Friday, October 22, 2010

We Can Pay Off Our National Debt Within a Decade with Freed Money Technology and the Denver Plan, Claims Congressional Candidate J. Moromisato

/PRNewswire/ -- The Following is the fourth of a six-part statement by J. Moromisato.

4. A Zero National Debt Within a Decade Can Be Achieved with Freed Money Technology and the Denver Plan

With a growing national debt, now about 100% of our GDP, saddling our country with near $400 billion in interest payments every year, shouldn't we worry about reaching a breaking point?

There is the Denver Plan solution, which the mainstream media continues to ignore. It may be up to you to spread my message until the powers-that-be pay attention and do something about our dysfunctional financial system.

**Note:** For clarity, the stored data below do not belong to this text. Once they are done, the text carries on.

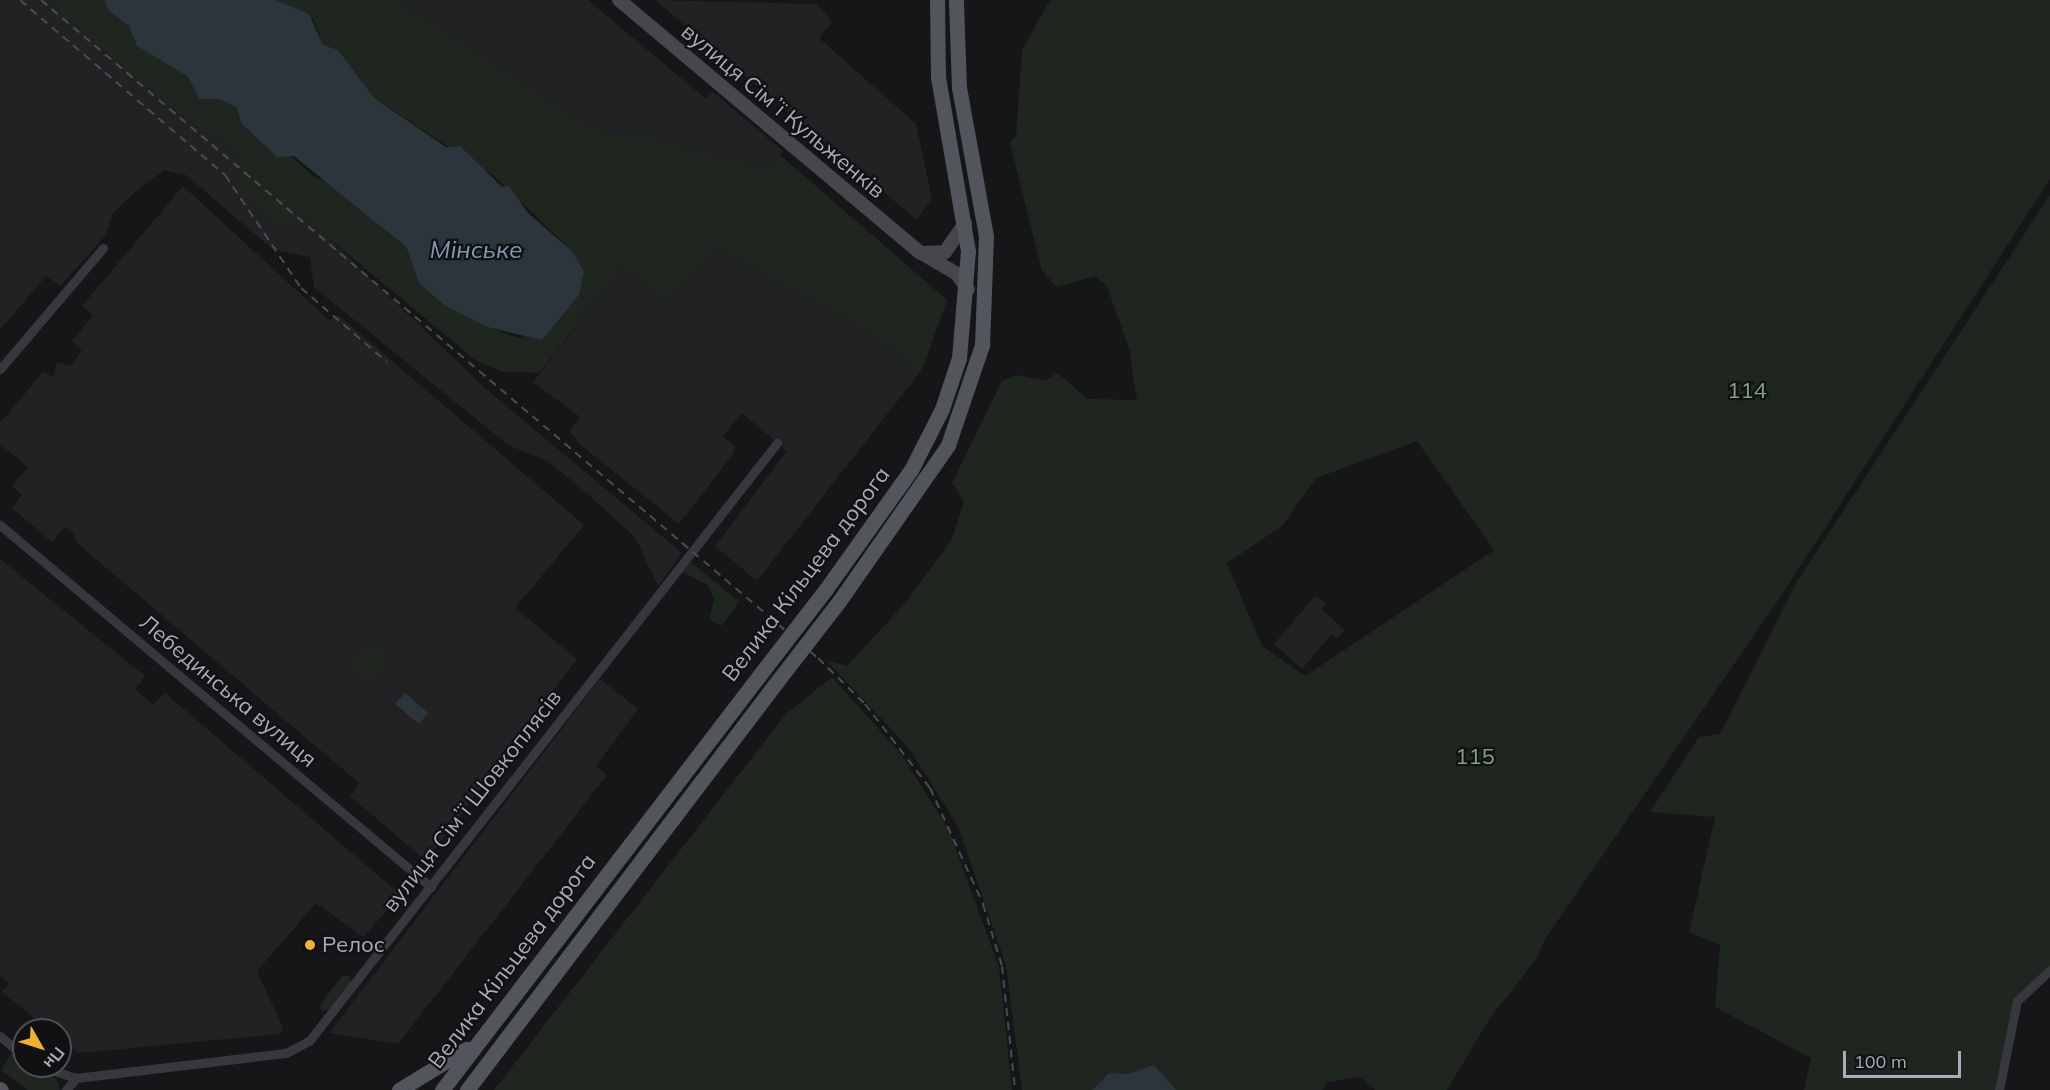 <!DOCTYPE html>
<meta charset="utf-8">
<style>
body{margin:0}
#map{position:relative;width:2050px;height:1090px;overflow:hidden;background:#161618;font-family:Mulish,sans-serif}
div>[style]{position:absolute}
.built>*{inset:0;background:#222225}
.green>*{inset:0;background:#1e261f}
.round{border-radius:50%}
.water>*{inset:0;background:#2c353c}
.minor>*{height:9px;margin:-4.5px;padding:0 4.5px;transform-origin:4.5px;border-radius:4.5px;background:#37383d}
.secondary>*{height:14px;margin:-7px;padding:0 7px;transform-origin:7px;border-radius:7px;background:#45474d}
.primary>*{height:15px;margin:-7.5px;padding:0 7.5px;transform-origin:7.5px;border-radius:7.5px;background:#53555c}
.rail>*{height:2px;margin-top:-1px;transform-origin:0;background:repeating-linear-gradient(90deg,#4a4c52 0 8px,transparent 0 14px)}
.primary-bridge>*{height:15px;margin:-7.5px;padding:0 7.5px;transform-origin:7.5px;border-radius:7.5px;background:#53555c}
.dots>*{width:16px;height:16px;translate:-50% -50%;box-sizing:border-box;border:3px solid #111113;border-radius:50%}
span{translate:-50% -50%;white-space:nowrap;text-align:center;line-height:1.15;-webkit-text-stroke:4.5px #111113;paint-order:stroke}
.street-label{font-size:22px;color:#a8adb8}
.park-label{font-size:22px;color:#7fa381}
.poi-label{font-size:22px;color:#a8adb8}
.left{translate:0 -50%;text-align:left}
.water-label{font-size:24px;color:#7f9bb3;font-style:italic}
.north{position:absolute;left:12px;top:1018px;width:60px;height:60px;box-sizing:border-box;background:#111113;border:2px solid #4d4f55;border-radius:50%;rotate:129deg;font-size:16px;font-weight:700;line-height:24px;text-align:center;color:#a8adb8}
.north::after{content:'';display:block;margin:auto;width:21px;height:27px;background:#f2b134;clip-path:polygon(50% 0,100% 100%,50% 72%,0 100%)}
.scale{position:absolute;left:1843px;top:1051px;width:118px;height:27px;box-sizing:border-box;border:3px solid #a8adb8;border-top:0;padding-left:8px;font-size:18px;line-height:21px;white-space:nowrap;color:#a8adb8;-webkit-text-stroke:4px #111113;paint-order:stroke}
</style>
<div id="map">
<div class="built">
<i style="clip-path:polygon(0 0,45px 0,181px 116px,227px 147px,240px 164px,239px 187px,278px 225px,308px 221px,321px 231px,486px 389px,682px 553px,658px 586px,635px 537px,575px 483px,545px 460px,508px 445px,314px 287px,310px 257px,272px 249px,186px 175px,164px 170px,135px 192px,113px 213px,106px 235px,60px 286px,46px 276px,0 330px)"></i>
<i style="clip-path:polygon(398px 0,588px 0,706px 99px,713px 92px,783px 151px,772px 165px,751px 164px,663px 143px,650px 134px,616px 136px,588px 127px)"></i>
<i style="clip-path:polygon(655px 0,817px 4px,832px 22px,819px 38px,916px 124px,932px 199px,917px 220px)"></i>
<i style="clip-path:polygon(183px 186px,330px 321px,338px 315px,584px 525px,515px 608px,577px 659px,426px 861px,350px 796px,359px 783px,77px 543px,75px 535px,65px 527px,52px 542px,12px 508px,22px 495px,12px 486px,28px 467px,0 444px,0 423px,44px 371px,53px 378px,57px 362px,70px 366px,82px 351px,72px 341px,93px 315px,82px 306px)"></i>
<i style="clip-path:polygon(715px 247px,876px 336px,920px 372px,757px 581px,715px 546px,787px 451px,742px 413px,723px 436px,735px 446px,733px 454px,679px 524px,582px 446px,569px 431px,580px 417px,533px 382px,622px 267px,669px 303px)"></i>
<i style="clip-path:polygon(0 559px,145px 676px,135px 689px,153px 705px,165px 693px,401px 895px,363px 937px,316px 903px,257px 971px,283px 1028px,281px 1034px,78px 1053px,60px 1039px,60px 1030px,49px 1030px,2px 992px,9px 983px,0 976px)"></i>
<i style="clip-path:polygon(1316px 595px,1326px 604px,1322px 610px,1345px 630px,1337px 639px,1331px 635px,1302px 669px,1274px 644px)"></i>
<i style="clip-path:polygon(600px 679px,638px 709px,596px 766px,607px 775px,398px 1044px,329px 1033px)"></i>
</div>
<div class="green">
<i style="clip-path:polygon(45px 0,104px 0,108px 10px,129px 26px,137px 46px,188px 77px,199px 99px,220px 99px,238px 108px,314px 177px,328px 181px,406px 248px,419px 283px,444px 305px,487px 327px,522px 339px,573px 252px,494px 176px,374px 98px,345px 60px,323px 45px,314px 20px,276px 0,398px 0,588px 127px,616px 136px,650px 133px,664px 143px,751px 164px,772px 165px,779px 154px,947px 300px,926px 359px,920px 372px,876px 336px,715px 247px,669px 303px,622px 267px,539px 373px,504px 372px,478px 362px,308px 221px,278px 225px,265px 217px,239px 187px,240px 164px,227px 147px,181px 116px)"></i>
<i style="clip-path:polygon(evenodd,1050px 0,2050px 0,2050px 179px,1787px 587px,1545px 939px,1535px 961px,1490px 1018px,1447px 1090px,1375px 1090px,1360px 1077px,1327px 1082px,1323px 1090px,1176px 1090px,1151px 1066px,1128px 1075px,1109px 1073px,1092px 1090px,1022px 1090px,1006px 965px,958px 826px,909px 748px,826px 660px,847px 666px,906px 602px,952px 539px,964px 501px,952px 483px,1002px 381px,1017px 375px,1046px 381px,1057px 373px,1088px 399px,1137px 400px,1129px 349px,1107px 286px,1095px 276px,1057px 287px,1042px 271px,1010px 143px,1016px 136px,1022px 50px,1050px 0,1417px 441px,1494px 550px,1305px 676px,1262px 646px,1227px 563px,1282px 526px,1316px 478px,1417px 441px)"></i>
<i style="clip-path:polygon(2050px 195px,2050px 970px,2018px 1001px,1999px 1090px,1804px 1090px,1811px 1058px,1715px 1007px,1720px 945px,1689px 932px,1715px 817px,1650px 812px,1699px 737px,1720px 734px,1796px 583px)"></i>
<i style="clip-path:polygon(690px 561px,739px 602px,721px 626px,709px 619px,714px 600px,709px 586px,680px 571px)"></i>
<i class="round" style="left:353px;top:646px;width:32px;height:32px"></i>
<i style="clip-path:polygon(832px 677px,901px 754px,949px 830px,999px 967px,1012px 1090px,494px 1090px,786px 714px)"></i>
<i style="clip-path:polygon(342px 976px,349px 976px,351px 982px,329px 1010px,322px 1011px,320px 1005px)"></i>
<i style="clip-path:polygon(12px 1052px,24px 1066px,56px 1078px,60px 1090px,27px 1090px,1px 1070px)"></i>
</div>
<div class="water">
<i style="clip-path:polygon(104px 0,276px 0,309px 14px,323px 45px,338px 50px,374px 98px,446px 147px,460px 146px,502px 187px,509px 186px,528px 213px,573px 252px,584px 272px,579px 295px,542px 340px,487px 327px,444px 305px,419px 283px,406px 247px,294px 156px,277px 157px,241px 123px,237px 108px,220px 99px,199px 99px,188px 77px,137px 46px,129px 26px,108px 10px)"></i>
<i style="clip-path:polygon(405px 693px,428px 713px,419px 724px,395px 704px)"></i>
<i style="clip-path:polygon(1154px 1065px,1176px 1090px,1092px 1090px,1109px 1073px,1128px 1074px)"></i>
</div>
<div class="minor">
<i style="left:0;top:369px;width:159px;rotate:-49.6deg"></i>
<i style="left:0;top:525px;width:563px;rotate:40.03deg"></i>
<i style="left:0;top:1036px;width:31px;rotate:40deg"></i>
<i style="left:39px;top:1066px;width:39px;rotate:18deg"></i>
<i style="left:76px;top:1078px;width:211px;rotate:-6.8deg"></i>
<i style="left:286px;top:1053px;width:27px;rotate:-28deg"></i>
<i style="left:310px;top:1040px;width:758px;rotate:-51.97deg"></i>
<i style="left:66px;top:1090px;width:16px;rotate:-50deg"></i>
<i style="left:1999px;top:1090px;width:91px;rotate:-78.6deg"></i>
<i style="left:2017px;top:1001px;width:45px;rotate:-43.2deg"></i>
</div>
<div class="secondary">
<i style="left:619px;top:0;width:390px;rotate:40deg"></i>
<i style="left:918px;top:251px;width:45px;rotate:30.5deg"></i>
<i style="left:957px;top:274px;width:19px;rotate:55deg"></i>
<i style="left:920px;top:253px;width:25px;rotate:-2deg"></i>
<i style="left:945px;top:252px;width:35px;rotate:-55deg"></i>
</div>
<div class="primary">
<i style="left:826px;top:589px;width:146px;rotate:-54.5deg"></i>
<i style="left:911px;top:470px;width:68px;rotate:-63.1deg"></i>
<i style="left:942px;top:409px;width:54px;rotate:-71.6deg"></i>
<i style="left:959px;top:358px;width:107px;rotate:-85.2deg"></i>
<i style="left:968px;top:251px;width:176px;rotate:-99.8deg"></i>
<i style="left:938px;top:78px;width:78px;rotate:-90.7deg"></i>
<i style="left:840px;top:600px;width:189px;rotate:-55.1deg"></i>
<i style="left:948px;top:445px;width:106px;rotate:-71.2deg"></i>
<i style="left:982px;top:345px;width:109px;rotate:-87.9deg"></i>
<i style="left:986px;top:236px;width:150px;rotate:-100.3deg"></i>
<i style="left:959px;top:88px;width:88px;rotate:-92deg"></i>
<i style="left:0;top:1089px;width:1px;rotate:45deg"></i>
<i style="left:399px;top:1090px;width:79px;rotate:-31.5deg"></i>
<i style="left:442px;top:1090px;width:531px;rotate:-52.57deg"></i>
<i style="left:467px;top:1090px;width:516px;rotate:-52.8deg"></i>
</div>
<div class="rail">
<i style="left:20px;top:0;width:270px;rotate:40.5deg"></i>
<i style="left:225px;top:175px;width:136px;rotate:56.1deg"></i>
<i style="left:301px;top:288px;width:113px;rotate:40.7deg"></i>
<i style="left:41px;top:0;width:1018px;rotate:40.26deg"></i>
<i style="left:818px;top:658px;width:66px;rotate:44.4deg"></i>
<i style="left:865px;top:704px;width:106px;rotate:52.3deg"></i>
<i style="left:930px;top:788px;width:128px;rotate:65.4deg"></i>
<i style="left:983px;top:904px;width:65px;rotate:73deg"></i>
<i style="left:1002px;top:966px;width:125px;rotate:84deg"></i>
</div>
<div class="primary-bridge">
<i style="left:765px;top:668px;width:100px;rotate:-52.3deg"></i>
<i style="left:779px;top:679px;width:100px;rotate:-52.3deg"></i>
</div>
<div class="dots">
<i style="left:310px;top:945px;background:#f2b134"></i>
</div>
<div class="street-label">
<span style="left:783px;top:111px;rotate:40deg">вулиця Сімʼї Кульженків</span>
<span style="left:806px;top:574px;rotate:-53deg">Велика Кільцева дорога</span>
<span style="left:228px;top:691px;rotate:40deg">Лебединська вулиця</span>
<span style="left:472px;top:801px;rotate:-52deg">вулиця Сімʼї Шовкоплясів</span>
<span style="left:512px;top:961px;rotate:-53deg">Велика Кільцева дорога</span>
</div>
<div class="park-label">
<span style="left:1747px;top:391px">114</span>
<span style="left:1475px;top:757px">115</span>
</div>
<div class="poi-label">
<span class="left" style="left:322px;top:945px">Релос</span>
</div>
<div class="water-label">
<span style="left:476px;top:250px">Мінське</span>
</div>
<div class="north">Пн</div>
<div class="scale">100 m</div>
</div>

The Denver Plan explains how all the money government overspends, namely the annual fiscal deficit, goes one way or another into the pockets of the super-rich, which they in turn lend to the government in exchange for tradable securities that increases their wealth.

The Denver Plan proposes the establishment of Freed Money, which would decouple, or disconnect, the savings of the rich to the all-important flow of credit; this would enable the government to gradually raise taxes on the super-rich to the levels prevailing in the 1950s and 1960s -- when our country enjoyed the longest period of sustained economic growth.

Freed money would allow the Fed to replace all the privately held debt with bank-debt to the Fed, and the interest paid by the banks would thus constitute a new revenue stream for the government. How big would this be? The total outstanding debt in the U.S. is about $50 trillion, of which about $35 trillion are owed by private entities; at some point, perhaps a decade or so in the future, all that debt would become assets to the Fed; at a 4% interest rate, the interest to be earned by government would be $1.4 Trillion, that is larger than the total income tax -- from individuals and from corporations -- collected last year.

The combination of new interest and higher taxes revenues would enable the government to gradually pay the national debt -- now around $15 trillion. Furthermore, since the Fed would own that debt, and would return the interest it accrues to the Treasury, the government would save that $400 billion from its budget every year.